Sommelier Mark Oldman takes a different approach.
In his book "How to Drink Like a Billionaire," Oldman writes that you can buy all the wine tools you need for $15.
While he admits that he boasts a shiny, costly, enjoyable collection of accoutrements himself, "the sober truth, however, is that none of these gizmos, nor any other of the infinite number of wine tools on the market, are essential to appreciate even the finest wine."
All you really need, he says, is:
A corkscrew. A plain old $3-$8 "waiter's friend" corkscrew is "perfectly fine," says Oldman. "Look for ones with a Teflon-coated spiral, for easy drilling, and a little serrated blade to cut the foil off the bottleneck."
A pitcher. Also known as a "decanting vessel." You can buy a crystal decanter for hundreds of dollars, says Oldman, or "be advised that a simple glass pitcher in your kitchen will suffice. In fact, I know a club of happy connoisseurs who are fine with using a Tupperware pitcher to decant their priceless bottles."

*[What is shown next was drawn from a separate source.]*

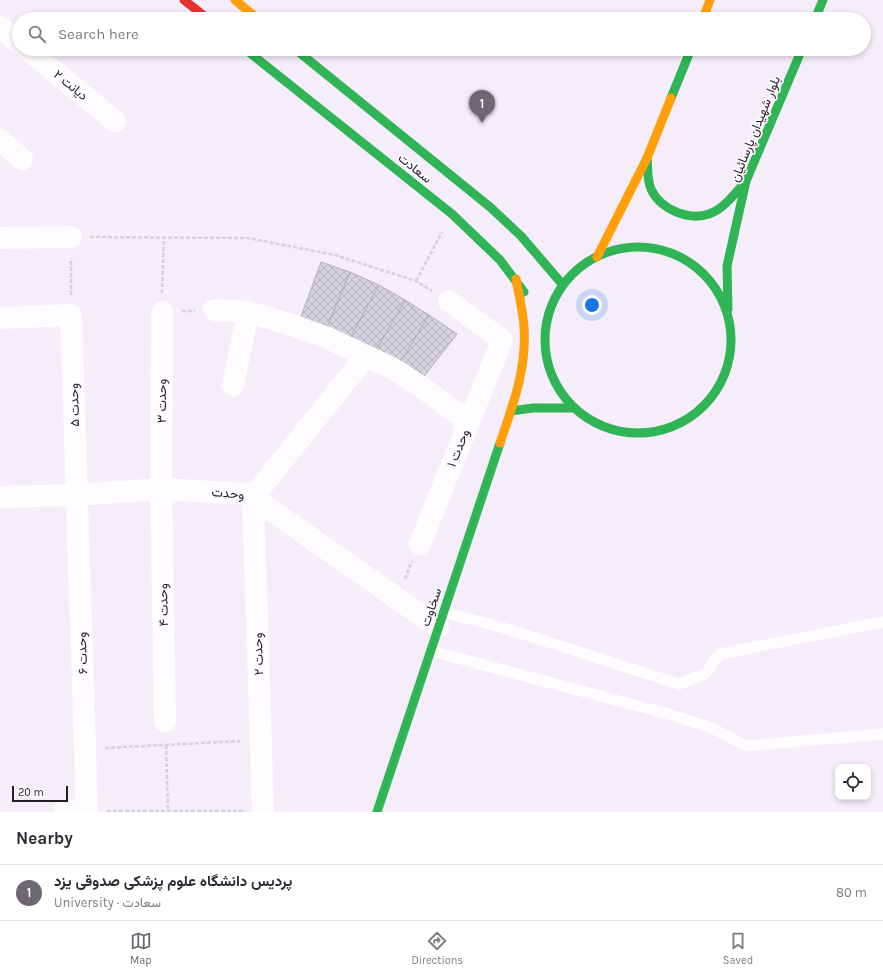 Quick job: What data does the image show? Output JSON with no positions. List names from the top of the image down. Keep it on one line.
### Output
{"streets":{"street":["دیانت ۲","بلوار شهیدان پارسائیان","سعادت","وحدت ۳","وحدت ۵","وحدت ۱","وحدت","وحدت ۴","سخاوت","وحدت ۶","وحدت ۲"]},"crossings":[["وحدت ۳","وحدت"],["وحدت ۳","وحدت ۴"],["وحدت ۵","وحدت"],["وحدت ۵","وحدت ۶"],["وحدت","وحدت ۴"],["وحدت","سخاوت"],["وحدت","وحدت ۶"],["وحدت","وحدت ۲"]],"scale_bar":"20 m","page":{"search":"Search here","pins":"1","scale":"20 m","heading":"Nearby","list":[{"mark":"1","name":"پردیس دانشگاه علوم پزشکی صدوقی یزد","note":"University · سعادت","value":"80 m"}],"nav":["Map","Directions","Saved"]}}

And there's no need to get crazy with your glasses, either. "Despite the fact that Riedel and other glassware purveyors decree that varietal-specific glasses can make a difference," Oldman writes, "I join many insiders in contending that the considerable expense of these glasses (and the heartache experienced when they inevitably shatter into glittering nonexistence) aren't worth the slight improvement they may make in the enjoyment of the wine."

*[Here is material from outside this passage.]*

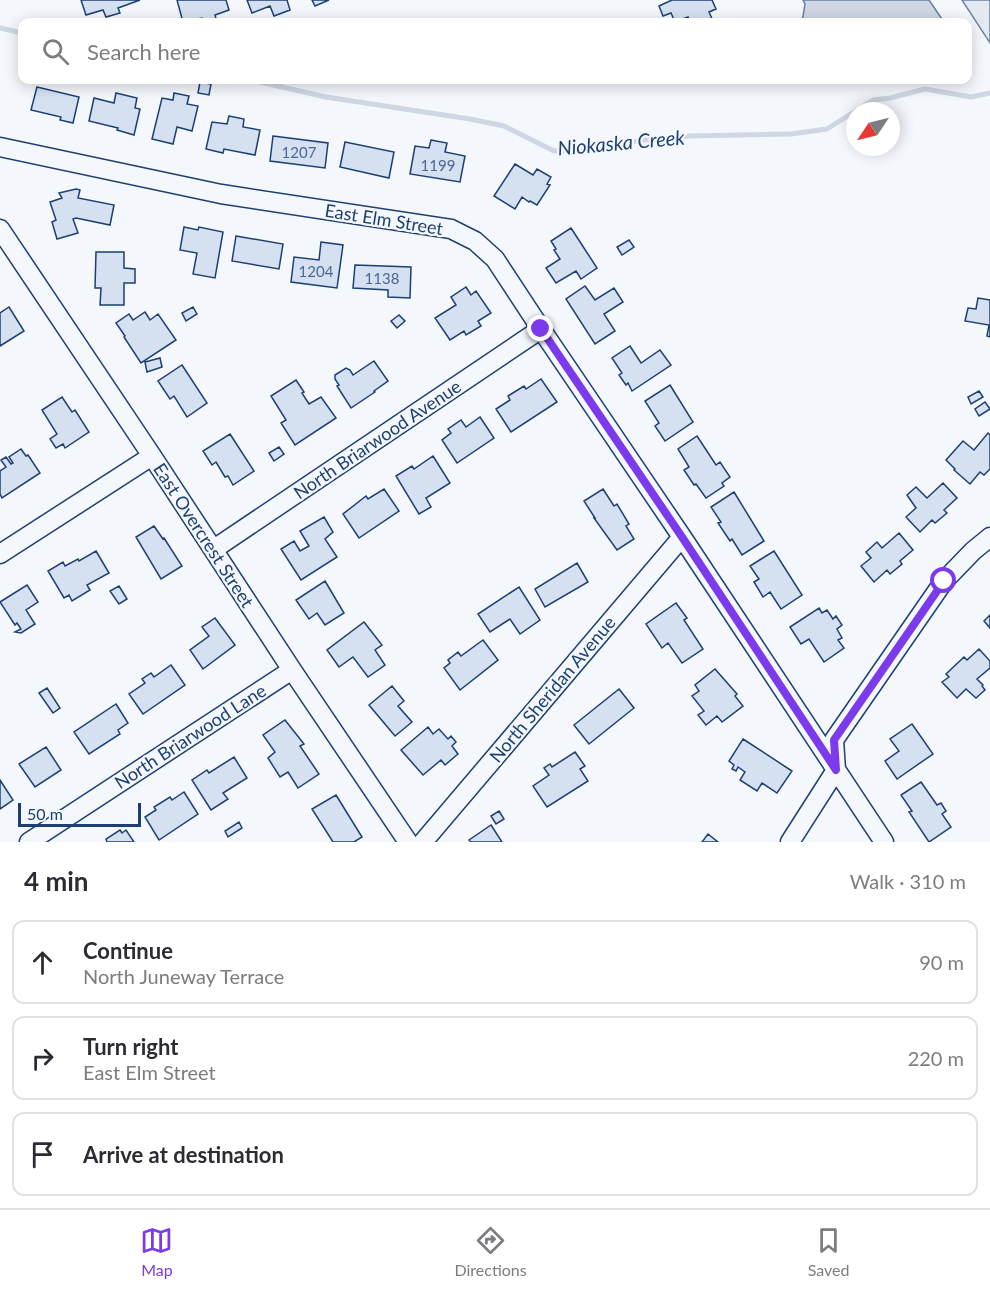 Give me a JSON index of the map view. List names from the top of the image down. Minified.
{"streets":{"street":["East Elm Street","North Briarwood Avenue","East Overcrest Street","North Sheridan Avenue","North Briarwood Lane"]},"crossings":[["East Elm Street","North Briarwood Avenue"],["East Elm Street","North Sheridan Avenue"],["North Briarwood Avenue","East Overcrest Street"],["East Overcrest Street","North Briarwood Lane"]],"water":["Niokaska Creek"],"house_numbers":["1207","1199","1204","1138"],"scale_bar":"50 m","north":"bottom left","page":{"search":"Search here","scale":"50 m","heading":["4 min","Walk · 310 m"],"list":[["Continue","North Juneway Terrace","90 m"],["Turn right","East Elm Street","220 m"],"Arrive at destination"],"nav":["Map","Directions","Saved"]}}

Again, you can shell out hundreds of dollars for stunning, delicate stemware ... or you can follow Oldman's lead and "think of glassware like you would a graham cracker: thin, big, and cheap."
He writes:
"Your wineglass should be slender because you want to taste the wine - not the glass - with a wide bowl that holds at least twenty-two ounces so you have plenty of room to swirl and sniff your wine. Choose inexpensive glasses because glasses break as inevitably as earphones, smartphone screens, and the hearts of Chicago Cubs fans. Use that one glass type for your white, red, dessert, and sparkling wines, and reinvest your savings in a closet full of daily Prosecco."